Ceph blog stories provide high-level spotlights on our customers all over the world
A wide variety of Ceph deployment tools have emerged over the years with the aim of making Ceph easier to install and manage. Most of these have leveraged existing tools like Ansible, Puppet, and Salt, bringing with them an existing ecosystem of users and an opportunity to align with an existing investment by an organization in a particular tool. As a result, however, the Ceph community’s investment has been fragmented across many different efforts, new users are faced with a difficult choice of tool when starting out, and attempts to simplify the experience and integration with Ceph itself has been difficult.
Like many others, I’ve personally stuck with the dated ceph-deploy tool, which has the benefit of being extremely simple to use and understand (at least for someone familiar with Ceph), and has the nice property of not requiring an initial investment in installing and learning another tool. These days ceph-deploy is no longer maintained, however, and doesn’t even work with some newer distros like RHEL/CentOS 8.
Most importantly, however, none of these tools has done a great job of solving the core problem: making Ceph very easy to install for a new user, and making a Ceph cluster easy to maintain over time through seamless integration with the Ceph CLI and GUI. A new orchestrator API was first introduced in Ceph Nautilus to provide a generic way for Ceph–the CLI and the dashboard–to interact with its deployment environment, whether it’s Rook or ceph-ansible or DeepSea, but only with Octopus has this reached a level of maturity where it is providing meaningful abstraction across multiple backends: Rook for Kubernetes environments, and Cephadm for everyone else.
The goal of Cephadm is to provide a fully-featured, robust, and well-maintained install and management layer that can be used for anyone that is not running Ceph in Kubernetes. The goals we set out with include:
The goal with all of this is to focus the attention of the Ceph developer and user community on just two platforms for deploying and managing Ceph–cephadm for “bare metal” deployments, and Rook for running Ceph in Kubernetes–and to provide a similar management experience for both of them.

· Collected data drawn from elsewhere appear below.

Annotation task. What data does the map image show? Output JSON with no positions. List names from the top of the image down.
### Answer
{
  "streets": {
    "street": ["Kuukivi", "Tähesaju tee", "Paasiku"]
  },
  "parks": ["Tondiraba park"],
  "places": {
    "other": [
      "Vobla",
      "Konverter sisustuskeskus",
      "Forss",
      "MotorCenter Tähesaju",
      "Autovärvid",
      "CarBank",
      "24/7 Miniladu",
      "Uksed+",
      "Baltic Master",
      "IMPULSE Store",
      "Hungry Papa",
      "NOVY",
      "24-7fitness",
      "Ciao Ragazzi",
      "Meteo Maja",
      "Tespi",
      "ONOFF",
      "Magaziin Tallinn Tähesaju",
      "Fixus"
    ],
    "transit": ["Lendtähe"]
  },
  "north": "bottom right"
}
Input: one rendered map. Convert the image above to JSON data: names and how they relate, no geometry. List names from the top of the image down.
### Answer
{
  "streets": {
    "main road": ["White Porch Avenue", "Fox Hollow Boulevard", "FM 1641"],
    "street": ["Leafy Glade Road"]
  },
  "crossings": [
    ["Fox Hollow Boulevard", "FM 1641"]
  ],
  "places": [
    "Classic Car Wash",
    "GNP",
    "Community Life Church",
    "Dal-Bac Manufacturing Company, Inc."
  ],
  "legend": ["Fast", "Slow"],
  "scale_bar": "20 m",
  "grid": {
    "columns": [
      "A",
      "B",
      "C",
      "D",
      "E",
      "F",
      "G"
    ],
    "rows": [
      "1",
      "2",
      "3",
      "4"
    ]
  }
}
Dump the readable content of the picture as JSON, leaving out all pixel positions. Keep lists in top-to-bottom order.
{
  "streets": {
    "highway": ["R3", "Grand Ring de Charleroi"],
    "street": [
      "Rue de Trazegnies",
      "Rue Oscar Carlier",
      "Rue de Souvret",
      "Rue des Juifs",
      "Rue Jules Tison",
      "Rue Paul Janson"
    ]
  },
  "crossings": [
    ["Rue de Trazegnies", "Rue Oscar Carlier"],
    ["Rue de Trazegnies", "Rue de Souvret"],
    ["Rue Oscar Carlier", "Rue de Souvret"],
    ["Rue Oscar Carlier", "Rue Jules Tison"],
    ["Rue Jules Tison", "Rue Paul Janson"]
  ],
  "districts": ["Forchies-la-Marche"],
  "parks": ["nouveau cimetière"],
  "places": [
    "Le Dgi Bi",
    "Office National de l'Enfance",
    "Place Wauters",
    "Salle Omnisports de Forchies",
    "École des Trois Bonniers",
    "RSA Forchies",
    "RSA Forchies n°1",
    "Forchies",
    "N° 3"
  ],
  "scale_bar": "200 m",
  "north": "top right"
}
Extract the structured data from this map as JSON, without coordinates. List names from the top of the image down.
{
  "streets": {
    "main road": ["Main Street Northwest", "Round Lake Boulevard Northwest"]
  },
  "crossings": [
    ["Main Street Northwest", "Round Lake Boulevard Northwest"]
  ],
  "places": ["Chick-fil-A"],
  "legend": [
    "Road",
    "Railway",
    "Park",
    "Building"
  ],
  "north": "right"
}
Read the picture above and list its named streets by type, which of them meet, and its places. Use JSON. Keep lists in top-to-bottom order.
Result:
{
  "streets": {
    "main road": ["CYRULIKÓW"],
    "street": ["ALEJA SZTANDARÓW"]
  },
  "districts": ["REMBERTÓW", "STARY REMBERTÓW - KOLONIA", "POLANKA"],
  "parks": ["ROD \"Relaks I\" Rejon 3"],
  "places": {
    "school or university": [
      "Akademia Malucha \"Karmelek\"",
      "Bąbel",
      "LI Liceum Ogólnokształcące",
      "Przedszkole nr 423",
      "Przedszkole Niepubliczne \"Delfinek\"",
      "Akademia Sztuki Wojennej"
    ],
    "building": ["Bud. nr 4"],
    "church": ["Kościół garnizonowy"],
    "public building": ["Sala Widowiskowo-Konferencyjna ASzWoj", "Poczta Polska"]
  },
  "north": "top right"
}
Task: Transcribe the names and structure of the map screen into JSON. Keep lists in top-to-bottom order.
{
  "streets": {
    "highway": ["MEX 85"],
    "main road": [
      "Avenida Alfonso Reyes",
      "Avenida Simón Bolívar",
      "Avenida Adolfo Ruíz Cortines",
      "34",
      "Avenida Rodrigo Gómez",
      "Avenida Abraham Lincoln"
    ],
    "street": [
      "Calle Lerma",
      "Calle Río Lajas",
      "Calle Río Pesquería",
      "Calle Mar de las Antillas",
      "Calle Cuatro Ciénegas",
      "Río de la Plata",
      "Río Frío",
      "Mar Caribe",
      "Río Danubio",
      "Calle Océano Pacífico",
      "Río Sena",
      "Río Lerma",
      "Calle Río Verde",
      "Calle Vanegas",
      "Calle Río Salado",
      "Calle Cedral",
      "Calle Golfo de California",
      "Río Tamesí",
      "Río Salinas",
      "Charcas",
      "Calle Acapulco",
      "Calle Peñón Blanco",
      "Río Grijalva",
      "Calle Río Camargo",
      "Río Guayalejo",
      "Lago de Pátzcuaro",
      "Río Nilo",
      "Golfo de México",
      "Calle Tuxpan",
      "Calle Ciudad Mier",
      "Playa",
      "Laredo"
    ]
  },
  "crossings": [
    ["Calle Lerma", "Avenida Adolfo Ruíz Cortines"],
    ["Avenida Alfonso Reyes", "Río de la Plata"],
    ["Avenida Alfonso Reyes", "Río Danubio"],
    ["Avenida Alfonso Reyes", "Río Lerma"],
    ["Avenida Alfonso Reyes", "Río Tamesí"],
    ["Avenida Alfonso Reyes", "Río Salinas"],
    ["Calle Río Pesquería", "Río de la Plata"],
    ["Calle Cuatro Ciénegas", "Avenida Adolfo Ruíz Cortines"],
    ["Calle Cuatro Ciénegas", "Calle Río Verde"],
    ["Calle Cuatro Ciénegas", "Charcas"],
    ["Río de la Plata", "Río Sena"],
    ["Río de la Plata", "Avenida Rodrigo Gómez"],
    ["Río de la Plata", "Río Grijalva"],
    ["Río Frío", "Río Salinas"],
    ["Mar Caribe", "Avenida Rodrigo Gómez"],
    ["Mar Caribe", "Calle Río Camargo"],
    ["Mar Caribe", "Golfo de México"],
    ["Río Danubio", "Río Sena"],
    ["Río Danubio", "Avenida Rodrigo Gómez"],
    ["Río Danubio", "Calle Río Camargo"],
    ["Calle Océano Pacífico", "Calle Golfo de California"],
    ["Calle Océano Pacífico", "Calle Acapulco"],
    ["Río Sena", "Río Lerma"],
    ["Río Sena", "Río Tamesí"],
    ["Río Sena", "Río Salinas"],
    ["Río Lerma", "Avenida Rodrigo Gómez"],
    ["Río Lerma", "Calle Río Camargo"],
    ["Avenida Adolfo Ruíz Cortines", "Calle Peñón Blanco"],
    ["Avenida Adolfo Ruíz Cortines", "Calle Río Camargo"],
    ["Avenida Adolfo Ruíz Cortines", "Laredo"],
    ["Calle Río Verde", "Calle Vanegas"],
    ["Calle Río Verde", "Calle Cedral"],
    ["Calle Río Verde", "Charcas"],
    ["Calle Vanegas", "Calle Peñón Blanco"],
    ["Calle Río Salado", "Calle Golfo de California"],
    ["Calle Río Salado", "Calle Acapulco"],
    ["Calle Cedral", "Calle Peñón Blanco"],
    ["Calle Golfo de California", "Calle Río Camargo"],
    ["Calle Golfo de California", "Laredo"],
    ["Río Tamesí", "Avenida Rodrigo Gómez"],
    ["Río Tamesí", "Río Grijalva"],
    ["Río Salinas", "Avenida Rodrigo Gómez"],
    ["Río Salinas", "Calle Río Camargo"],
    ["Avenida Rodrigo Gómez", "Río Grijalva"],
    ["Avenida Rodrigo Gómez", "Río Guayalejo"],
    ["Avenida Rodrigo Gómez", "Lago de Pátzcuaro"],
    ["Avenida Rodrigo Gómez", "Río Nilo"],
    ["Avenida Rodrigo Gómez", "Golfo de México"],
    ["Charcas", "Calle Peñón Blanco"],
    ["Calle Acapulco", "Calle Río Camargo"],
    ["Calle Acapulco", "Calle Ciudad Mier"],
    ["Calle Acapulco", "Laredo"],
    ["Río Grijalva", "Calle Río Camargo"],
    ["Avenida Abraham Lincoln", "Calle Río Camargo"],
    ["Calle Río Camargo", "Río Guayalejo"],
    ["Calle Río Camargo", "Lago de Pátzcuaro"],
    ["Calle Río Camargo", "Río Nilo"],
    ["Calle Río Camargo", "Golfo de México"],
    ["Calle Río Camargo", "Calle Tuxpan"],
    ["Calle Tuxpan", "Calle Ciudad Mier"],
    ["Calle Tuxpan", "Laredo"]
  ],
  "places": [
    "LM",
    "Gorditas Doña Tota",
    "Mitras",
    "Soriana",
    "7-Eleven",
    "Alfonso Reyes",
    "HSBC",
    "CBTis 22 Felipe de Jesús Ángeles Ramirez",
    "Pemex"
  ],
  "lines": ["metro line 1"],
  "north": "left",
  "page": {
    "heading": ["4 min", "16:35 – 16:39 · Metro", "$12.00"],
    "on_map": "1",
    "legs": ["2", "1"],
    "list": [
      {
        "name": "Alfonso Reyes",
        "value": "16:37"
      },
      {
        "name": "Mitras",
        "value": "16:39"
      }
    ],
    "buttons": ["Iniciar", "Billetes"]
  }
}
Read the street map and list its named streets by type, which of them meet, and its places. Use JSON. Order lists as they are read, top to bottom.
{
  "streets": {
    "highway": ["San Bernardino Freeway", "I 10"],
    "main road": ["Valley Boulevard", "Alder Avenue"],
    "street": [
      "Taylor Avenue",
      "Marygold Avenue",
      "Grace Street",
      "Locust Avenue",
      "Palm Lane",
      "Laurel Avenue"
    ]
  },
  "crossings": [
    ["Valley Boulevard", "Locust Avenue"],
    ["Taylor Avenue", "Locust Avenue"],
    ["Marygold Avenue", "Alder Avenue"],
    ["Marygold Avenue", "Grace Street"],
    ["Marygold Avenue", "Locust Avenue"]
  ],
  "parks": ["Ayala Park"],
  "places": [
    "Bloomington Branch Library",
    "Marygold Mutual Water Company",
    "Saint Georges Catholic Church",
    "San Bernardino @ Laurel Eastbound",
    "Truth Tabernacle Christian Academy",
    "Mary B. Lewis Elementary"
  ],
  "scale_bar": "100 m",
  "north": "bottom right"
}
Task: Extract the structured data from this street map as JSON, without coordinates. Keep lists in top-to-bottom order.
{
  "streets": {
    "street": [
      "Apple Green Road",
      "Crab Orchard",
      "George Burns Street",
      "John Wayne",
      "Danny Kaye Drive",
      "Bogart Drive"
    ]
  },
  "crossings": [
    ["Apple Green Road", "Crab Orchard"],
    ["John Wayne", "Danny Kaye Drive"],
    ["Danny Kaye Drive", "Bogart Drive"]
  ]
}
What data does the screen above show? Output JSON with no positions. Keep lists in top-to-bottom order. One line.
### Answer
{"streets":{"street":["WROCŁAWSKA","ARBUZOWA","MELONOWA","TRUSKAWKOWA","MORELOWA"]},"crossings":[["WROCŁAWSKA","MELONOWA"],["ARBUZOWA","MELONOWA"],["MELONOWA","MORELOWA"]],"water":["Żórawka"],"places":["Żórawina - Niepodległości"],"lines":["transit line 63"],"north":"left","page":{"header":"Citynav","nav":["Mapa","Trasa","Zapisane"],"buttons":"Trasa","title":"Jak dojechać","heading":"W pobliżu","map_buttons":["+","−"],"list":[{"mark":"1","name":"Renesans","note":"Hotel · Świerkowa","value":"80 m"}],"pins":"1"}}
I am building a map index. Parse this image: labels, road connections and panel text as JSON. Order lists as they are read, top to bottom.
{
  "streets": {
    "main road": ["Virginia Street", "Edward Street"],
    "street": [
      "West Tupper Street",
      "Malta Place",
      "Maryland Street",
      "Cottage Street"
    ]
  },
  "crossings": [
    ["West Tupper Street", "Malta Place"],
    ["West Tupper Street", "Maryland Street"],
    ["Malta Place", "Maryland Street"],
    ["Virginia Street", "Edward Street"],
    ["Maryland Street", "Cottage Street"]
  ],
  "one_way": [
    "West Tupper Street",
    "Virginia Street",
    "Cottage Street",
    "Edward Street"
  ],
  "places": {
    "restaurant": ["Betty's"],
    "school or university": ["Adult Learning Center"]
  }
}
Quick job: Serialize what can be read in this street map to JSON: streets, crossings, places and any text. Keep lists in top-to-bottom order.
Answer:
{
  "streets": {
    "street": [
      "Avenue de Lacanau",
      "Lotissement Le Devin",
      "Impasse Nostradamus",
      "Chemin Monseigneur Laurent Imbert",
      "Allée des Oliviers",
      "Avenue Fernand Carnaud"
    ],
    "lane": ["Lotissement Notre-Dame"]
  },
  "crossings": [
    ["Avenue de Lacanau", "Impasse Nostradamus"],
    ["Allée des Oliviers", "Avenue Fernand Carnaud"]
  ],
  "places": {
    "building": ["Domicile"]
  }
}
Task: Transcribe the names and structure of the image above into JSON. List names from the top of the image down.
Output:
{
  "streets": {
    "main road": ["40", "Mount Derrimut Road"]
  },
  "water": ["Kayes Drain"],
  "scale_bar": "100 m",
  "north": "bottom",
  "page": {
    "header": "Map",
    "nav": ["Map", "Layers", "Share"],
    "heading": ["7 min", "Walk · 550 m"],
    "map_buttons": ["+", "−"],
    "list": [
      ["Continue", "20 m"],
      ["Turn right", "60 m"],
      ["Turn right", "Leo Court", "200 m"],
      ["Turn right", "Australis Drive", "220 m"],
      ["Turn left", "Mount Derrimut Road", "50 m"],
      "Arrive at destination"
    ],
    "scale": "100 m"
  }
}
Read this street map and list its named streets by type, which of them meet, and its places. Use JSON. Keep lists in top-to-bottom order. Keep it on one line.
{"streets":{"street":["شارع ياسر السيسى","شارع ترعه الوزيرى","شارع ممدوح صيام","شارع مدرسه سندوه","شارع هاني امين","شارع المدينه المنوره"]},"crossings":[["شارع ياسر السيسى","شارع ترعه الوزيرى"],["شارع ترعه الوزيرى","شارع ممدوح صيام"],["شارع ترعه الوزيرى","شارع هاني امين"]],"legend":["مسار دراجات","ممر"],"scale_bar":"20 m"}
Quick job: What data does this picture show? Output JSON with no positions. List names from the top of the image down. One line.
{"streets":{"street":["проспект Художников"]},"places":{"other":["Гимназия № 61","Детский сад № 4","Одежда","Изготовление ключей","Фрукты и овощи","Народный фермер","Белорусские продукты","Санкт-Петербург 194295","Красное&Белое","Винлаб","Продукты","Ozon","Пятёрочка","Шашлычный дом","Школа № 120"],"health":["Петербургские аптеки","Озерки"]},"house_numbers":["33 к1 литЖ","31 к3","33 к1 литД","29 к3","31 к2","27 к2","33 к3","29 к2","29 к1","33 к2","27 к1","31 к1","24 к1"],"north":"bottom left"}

The cephadm model is to have a simple “bootstrap” step that is started from a command line that brings up a minimal Ceph cluster (a single monitor and manager daemon) on the local host. The rest of the cluster is then deployed using “day 2” orchestrator commands to add additional hosts, consume storage devices, and deploy daemons for cluster services.
Getting a cluster bootstrapped is as simple as:
curl --silent --remote-name --location https://github.com/ceph/ceph/raw/octopus/src/cephadm/cephadm chmod +x cephadm mkdir -p /etc/ceph ./cephadm bootstrap --mon-ip <ip>
After 30 to 60 seconds, a minimal Ceph cluster will be up and running, and cephadm will have printed out command to access the Ceph CLI (via a containerized shell) and a URL to access the dashboard:
INFO:cephadm:Ceph Dashboard is now available at: URL: https://gnit:8443/ User: admin Password: 07j394z550 INFO:cephadm:You can access the Ceph CLI with: sudo ./cephadm shell --fsid 2d2fd136-6df1-11ea-ae74-002590e526e8 -c /etc/ceph/ceph.conf -k /etc/ceph/ceph.client.admin.keyring INFO:cephadm:Bootstrap complete.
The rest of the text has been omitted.